China’s rapidly growing film market will surpass that of the US by 2020, says the country’s media regulator.
According to the State Administration of Press, Publication, Radio, Film and Television (SAPPRFT), China’s box office sales are set to reach RMB 55 billion ($8.36 billion) in 2017 alone.
The country has already surpassed North America with more than 44,000 movie screens including more than 38,300 3D screens as of March 2017, the media regulator said.
The bullish assessment follows the end of a summer ‘blackout’ period in China when the country imposed an annual ban on the release of all foreign films to turn the spotlight on domestic players.
Local production ‘Wolf Warriors II’ made good use of the blackout period becoming the highest-grossing film of all time in China within 12 days of its release.

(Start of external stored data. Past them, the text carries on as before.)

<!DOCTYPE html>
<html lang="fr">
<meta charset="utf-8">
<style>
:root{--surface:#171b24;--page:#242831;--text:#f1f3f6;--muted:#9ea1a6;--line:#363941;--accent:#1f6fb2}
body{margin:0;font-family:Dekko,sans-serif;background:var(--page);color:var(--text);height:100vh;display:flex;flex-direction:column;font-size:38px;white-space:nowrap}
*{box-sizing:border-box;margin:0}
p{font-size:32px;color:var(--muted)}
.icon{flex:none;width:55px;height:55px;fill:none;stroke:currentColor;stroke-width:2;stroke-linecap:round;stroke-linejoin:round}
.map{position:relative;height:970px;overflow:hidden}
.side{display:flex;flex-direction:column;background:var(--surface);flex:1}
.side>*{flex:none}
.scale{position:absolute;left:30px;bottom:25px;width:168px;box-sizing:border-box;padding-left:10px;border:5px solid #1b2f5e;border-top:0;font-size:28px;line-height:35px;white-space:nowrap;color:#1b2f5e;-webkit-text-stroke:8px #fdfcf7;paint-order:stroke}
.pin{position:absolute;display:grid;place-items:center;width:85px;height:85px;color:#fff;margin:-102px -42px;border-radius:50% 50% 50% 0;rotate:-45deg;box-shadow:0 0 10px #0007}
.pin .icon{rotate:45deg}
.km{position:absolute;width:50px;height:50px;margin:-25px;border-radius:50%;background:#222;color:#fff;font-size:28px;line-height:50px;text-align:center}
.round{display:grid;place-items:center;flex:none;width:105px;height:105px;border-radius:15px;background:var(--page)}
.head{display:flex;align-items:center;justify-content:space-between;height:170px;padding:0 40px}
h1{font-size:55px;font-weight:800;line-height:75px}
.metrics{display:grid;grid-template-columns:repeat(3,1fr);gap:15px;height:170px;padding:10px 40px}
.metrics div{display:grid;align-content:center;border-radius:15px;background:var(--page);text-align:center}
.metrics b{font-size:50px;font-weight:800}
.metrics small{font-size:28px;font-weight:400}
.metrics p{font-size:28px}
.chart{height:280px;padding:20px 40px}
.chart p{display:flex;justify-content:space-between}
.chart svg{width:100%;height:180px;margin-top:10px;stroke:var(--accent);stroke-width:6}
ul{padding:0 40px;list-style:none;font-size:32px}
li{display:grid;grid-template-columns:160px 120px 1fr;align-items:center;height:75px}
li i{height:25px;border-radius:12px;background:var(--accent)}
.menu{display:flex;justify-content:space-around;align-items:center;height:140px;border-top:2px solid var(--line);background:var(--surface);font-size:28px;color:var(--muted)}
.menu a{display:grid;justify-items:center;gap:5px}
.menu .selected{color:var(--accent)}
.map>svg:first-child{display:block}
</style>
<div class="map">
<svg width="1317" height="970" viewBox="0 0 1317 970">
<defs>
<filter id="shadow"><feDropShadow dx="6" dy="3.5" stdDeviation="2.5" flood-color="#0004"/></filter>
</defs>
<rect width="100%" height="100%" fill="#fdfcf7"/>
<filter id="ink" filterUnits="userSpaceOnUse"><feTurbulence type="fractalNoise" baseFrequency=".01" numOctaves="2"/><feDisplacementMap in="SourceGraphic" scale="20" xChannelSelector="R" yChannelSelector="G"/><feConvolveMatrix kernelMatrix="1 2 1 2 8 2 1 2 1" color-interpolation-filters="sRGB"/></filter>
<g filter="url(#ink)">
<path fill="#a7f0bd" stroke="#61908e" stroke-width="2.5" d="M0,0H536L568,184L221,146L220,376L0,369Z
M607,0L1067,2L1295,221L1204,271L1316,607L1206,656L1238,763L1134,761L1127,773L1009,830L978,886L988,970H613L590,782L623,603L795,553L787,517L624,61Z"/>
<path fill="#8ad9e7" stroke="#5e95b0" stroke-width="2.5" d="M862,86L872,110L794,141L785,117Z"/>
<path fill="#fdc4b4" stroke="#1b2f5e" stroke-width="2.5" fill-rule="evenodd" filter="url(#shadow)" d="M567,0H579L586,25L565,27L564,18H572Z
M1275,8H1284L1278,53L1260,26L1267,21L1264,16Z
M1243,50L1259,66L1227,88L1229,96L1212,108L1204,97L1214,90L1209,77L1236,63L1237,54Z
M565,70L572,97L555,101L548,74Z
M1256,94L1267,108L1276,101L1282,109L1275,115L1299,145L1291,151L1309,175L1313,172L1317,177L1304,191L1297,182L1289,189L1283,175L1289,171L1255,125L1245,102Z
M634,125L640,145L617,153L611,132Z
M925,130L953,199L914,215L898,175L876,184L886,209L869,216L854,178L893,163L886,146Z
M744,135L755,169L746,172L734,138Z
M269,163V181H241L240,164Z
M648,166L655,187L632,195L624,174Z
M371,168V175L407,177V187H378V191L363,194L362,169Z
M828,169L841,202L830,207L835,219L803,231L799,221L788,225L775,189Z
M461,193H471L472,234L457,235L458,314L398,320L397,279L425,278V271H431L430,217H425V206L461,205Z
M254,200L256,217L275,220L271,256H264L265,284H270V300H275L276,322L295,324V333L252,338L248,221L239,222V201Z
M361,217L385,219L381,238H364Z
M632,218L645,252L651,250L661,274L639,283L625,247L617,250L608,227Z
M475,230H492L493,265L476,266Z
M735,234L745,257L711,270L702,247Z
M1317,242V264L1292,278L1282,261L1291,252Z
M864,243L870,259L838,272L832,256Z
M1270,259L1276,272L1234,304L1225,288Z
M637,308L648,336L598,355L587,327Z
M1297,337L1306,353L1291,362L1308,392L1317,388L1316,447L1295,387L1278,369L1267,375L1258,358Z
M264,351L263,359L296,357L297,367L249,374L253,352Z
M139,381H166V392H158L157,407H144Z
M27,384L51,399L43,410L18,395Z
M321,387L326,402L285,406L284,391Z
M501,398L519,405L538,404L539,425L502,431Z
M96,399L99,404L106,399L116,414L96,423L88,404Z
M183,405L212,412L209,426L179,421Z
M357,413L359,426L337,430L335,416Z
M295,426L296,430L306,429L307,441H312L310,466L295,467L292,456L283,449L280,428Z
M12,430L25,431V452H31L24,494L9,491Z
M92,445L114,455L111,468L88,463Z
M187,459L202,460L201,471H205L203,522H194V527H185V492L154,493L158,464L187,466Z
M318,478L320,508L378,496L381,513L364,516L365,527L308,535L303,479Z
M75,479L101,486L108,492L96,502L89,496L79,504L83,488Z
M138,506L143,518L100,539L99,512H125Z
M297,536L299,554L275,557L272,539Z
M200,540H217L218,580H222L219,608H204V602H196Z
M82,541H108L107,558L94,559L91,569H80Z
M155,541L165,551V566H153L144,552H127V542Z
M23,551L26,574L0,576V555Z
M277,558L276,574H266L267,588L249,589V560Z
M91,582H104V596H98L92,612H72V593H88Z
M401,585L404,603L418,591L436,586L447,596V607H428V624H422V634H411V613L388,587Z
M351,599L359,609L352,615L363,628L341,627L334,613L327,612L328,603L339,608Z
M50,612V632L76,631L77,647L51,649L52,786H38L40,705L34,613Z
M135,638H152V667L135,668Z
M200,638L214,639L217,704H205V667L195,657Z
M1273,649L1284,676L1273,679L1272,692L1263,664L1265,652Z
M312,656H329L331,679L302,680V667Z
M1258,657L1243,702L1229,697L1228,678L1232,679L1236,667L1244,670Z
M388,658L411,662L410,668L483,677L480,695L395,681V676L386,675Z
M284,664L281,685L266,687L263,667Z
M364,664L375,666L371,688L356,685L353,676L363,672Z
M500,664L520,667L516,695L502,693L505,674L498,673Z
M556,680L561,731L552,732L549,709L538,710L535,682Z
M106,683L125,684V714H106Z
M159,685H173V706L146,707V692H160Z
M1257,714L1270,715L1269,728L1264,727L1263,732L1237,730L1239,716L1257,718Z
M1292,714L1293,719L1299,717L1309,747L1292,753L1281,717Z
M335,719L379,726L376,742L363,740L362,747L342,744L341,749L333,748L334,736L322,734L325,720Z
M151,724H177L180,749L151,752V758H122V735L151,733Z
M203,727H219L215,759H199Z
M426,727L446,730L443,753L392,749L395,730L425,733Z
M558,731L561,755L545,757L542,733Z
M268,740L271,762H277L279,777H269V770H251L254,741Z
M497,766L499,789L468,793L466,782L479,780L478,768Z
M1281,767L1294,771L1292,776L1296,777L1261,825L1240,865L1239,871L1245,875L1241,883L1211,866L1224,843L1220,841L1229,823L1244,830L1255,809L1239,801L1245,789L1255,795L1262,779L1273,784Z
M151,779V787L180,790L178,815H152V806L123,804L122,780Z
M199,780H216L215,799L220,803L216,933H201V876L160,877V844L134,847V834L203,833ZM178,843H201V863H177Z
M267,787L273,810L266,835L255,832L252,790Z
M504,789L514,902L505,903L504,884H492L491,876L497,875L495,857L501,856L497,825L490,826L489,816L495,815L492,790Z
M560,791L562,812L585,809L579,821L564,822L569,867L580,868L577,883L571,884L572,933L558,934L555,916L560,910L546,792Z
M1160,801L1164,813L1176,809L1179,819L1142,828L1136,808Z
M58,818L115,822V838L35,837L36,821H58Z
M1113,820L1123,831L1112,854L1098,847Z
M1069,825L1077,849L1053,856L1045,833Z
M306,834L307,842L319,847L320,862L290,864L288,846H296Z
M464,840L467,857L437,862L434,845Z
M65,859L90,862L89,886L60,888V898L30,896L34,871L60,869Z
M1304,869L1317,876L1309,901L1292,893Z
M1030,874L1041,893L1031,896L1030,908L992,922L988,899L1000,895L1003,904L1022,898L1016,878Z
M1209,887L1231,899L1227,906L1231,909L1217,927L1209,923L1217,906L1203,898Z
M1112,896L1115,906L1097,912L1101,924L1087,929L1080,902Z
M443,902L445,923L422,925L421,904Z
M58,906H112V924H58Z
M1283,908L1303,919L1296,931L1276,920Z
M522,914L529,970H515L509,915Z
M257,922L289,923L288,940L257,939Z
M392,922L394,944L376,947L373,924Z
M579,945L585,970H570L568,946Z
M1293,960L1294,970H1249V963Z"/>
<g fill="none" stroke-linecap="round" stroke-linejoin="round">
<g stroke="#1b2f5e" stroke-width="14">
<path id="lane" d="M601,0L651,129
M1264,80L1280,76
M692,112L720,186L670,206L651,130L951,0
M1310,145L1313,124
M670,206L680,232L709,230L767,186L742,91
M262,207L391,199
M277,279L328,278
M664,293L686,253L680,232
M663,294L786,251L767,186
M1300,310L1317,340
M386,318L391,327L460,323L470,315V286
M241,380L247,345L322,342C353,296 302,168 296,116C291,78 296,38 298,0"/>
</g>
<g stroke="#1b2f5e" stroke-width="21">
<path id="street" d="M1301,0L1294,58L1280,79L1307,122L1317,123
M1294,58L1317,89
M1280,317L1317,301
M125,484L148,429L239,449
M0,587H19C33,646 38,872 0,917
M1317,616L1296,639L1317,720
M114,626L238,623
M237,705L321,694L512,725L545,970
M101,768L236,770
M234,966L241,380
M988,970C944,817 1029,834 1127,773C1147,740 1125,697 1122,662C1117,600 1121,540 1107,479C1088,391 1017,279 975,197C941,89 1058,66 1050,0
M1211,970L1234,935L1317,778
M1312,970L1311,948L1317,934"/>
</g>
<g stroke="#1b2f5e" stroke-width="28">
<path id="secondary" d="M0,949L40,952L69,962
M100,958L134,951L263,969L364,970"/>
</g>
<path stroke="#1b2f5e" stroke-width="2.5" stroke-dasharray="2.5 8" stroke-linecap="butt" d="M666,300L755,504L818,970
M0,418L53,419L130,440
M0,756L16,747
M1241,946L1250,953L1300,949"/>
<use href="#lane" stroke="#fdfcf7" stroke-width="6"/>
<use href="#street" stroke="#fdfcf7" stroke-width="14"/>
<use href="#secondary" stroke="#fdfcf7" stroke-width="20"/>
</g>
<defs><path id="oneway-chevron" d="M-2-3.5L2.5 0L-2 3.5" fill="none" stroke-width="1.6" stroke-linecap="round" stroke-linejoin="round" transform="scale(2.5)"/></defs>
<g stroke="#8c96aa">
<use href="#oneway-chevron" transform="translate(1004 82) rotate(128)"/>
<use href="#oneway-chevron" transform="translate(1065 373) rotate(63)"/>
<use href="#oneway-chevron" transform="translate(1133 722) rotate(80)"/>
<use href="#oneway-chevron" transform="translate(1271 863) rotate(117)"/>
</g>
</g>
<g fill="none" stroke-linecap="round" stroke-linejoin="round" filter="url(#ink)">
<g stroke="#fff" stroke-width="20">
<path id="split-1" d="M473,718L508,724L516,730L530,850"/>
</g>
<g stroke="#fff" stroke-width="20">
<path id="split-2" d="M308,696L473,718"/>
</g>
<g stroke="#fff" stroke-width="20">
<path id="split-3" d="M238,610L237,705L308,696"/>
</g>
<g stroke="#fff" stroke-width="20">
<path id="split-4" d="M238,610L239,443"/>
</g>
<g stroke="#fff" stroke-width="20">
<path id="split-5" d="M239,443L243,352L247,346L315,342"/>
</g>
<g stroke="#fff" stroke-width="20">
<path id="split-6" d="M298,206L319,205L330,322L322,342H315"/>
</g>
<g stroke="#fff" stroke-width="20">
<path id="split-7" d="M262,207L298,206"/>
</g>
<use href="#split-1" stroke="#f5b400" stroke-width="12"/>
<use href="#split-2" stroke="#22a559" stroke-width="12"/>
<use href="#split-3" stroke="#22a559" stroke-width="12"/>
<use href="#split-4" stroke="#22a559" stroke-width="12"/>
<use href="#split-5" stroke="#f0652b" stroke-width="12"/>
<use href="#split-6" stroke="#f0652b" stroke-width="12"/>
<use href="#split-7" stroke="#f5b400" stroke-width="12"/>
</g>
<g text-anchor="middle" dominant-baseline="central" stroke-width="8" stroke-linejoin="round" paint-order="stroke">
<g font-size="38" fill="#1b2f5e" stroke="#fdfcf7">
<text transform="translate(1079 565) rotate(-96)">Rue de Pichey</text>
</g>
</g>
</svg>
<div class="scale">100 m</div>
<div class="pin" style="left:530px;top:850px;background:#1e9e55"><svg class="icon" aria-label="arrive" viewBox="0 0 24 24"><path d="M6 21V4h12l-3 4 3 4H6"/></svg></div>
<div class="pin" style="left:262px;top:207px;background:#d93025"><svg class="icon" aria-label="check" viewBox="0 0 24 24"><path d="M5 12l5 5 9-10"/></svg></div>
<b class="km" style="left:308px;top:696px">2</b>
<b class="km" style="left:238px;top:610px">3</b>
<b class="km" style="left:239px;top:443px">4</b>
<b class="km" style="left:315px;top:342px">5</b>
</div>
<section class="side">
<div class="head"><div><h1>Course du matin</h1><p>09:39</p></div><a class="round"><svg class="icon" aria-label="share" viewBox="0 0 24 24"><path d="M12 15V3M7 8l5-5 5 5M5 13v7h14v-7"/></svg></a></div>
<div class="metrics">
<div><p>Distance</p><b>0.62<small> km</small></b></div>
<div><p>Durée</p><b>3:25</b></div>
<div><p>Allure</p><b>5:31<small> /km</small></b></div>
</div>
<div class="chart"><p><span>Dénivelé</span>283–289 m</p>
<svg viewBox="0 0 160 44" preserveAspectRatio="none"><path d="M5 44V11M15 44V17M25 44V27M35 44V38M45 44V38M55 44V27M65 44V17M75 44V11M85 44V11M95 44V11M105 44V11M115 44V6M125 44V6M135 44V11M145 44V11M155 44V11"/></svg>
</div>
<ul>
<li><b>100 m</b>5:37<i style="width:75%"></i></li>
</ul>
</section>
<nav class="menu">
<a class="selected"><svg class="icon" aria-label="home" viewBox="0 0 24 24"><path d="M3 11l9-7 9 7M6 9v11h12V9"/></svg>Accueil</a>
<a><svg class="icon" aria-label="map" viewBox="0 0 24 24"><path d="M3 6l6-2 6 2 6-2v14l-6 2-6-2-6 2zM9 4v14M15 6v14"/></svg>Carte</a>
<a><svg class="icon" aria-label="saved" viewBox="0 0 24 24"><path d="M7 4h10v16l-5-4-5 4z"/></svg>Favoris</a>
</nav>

The film has so far grossed a record RMB 5.4 billion ($820 million) in box office earnings since its debut on July 27.
The success of the locally made film was a shot in the arm for the Chinese film industry at a time when its box office was expanding at a languid pace.
Meanwhile, foreign films continue to play at a disadvantage with Beijing continuing to impose a quota of 34 foreign films that are allowed into the country on a revenue-sharing basis each year.
Whether China’s box office figures can be trusted is another matter altogether and one which no doubt played into the Motion Picture Association of America’s decision in June to hire an accounting firm to audit China’s box office for the first time.
China is expected to expand its quota on foreign film imports and allow Hollywood a greater share of box-office revenue after Chinese and US officials renegotiate trade terms last agreed to in 2012.